Exploring Self Organization and Autocatalysis in a Cellular Automaton

A collection of interacting entities often react in certain ways only, e.g. entity A may be able to affect B but not C. D may only affect E. For a sufficiently large collection of different entities a situation may arise where a complete network of interconnections can be established - the entities become part of one coupled system. This is called an autocatalytic set, after the ability of molecules to catalyse each other's formation in the chemical equivalent of this arrangement.

--From FAQ for USENET Newsgroup comp.theory.self-org-sys

Some Preliminary Thought

[This page contains a new project that I have just begun (Mar. 25, 2003). All of this is very preliminary and subject to much revision as the project proceeds As pointed out in the introduction these pages are my own informal and decidedly non-academic random explorations into the world of cellular automata.]

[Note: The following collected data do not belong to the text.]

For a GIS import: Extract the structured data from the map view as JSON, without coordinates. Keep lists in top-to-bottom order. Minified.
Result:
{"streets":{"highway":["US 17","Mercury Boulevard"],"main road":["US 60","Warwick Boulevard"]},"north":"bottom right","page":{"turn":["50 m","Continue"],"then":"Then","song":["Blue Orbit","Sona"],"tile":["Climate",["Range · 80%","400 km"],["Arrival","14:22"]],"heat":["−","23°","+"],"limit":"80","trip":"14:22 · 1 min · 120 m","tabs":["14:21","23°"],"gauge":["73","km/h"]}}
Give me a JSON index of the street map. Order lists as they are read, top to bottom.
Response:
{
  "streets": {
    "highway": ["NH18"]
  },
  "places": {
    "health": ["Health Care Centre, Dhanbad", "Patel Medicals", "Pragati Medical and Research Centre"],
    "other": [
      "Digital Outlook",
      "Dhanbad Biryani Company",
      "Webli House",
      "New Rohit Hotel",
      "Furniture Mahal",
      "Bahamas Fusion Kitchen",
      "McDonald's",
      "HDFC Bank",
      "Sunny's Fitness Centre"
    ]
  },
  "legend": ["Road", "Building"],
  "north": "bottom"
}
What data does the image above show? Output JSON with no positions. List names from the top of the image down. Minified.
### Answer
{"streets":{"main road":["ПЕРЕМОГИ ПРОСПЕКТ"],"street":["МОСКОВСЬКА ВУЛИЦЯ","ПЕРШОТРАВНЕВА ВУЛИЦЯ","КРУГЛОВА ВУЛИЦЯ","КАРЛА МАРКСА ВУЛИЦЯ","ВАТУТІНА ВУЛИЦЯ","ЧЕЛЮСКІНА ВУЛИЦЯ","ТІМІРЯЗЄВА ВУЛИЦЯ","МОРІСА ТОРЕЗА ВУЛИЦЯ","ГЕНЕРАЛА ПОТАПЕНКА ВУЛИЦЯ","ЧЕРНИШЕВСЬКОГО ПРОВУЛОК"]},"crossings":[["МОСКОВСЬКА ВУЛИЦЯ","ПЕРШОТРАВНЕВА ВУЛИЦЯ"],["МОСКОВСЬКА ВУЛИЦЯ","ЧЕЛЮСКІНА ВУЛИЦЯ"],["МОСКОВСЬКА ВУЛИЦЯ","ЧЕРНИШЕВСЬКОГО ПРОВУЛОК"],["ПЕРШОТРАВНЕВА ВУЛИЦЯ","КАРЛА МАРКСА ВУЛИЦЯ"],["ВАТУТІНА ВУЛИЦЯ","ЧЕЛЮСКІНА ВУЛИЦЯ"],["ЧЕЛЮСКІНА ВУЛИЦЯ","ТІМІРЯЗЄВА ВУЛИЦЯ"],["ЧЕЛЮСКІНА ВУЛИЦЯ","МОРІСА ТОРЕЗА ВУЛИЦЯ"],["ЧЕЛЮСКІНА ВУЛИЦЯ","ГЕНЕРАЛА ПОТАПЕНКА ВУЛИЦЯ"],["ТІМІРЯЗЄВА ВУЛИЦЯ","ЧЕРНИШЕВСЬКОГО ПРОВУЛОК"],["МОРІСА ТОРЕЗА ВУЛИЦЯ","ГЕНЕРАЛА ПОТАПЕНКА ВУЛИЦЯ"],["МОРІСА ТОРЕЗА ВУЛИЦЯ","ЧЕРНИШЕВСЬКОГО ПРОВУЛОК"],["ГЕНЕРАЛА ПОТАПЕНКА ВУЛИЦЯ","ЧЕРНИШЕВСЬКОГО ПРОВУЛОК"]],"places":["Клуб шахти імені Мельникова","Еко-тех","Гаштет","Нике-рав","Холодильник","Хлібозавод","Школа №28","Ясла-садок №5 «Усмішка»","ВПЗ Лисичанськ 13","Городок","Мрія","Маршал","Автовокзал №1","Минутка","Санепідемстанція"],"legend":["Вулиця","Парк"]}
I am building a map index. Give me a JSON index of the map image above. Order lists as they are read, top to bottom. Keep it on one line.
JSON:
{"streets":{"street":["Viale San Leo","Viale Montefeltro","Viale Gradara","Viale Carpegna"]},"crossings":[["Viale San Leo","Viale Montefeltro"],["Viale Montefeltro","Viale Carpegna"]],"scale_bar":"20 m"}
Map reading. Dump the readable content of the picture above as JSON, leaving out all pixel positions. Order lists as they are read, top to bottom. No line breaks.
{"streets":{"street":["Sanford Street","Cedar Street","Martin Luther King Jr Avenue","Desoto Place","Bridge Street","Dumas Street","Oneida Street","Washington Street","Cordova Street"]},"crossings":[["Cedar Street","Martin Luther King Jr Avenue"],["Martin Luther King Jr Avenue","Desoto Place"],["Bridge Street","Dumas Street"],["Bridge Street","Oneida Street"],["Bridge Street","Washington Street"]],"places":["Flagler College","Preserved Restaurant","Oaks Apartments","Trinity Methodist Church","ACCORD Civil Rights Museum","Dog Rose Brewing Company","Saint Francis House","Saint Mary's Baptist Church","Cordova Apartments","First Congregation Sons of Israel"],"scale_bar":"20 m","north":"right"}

Most cellular automata use a small number of distinct states for each cell, typically less than a dozen with two and three state CAs being the most popular. In addition the typical CA uses as few dimensions as possible for the purpose at hand. In a totalistic CA these two limitations are necessary because the size of the rule table grows rapidly when either the number of states or the number of neighbors is increased.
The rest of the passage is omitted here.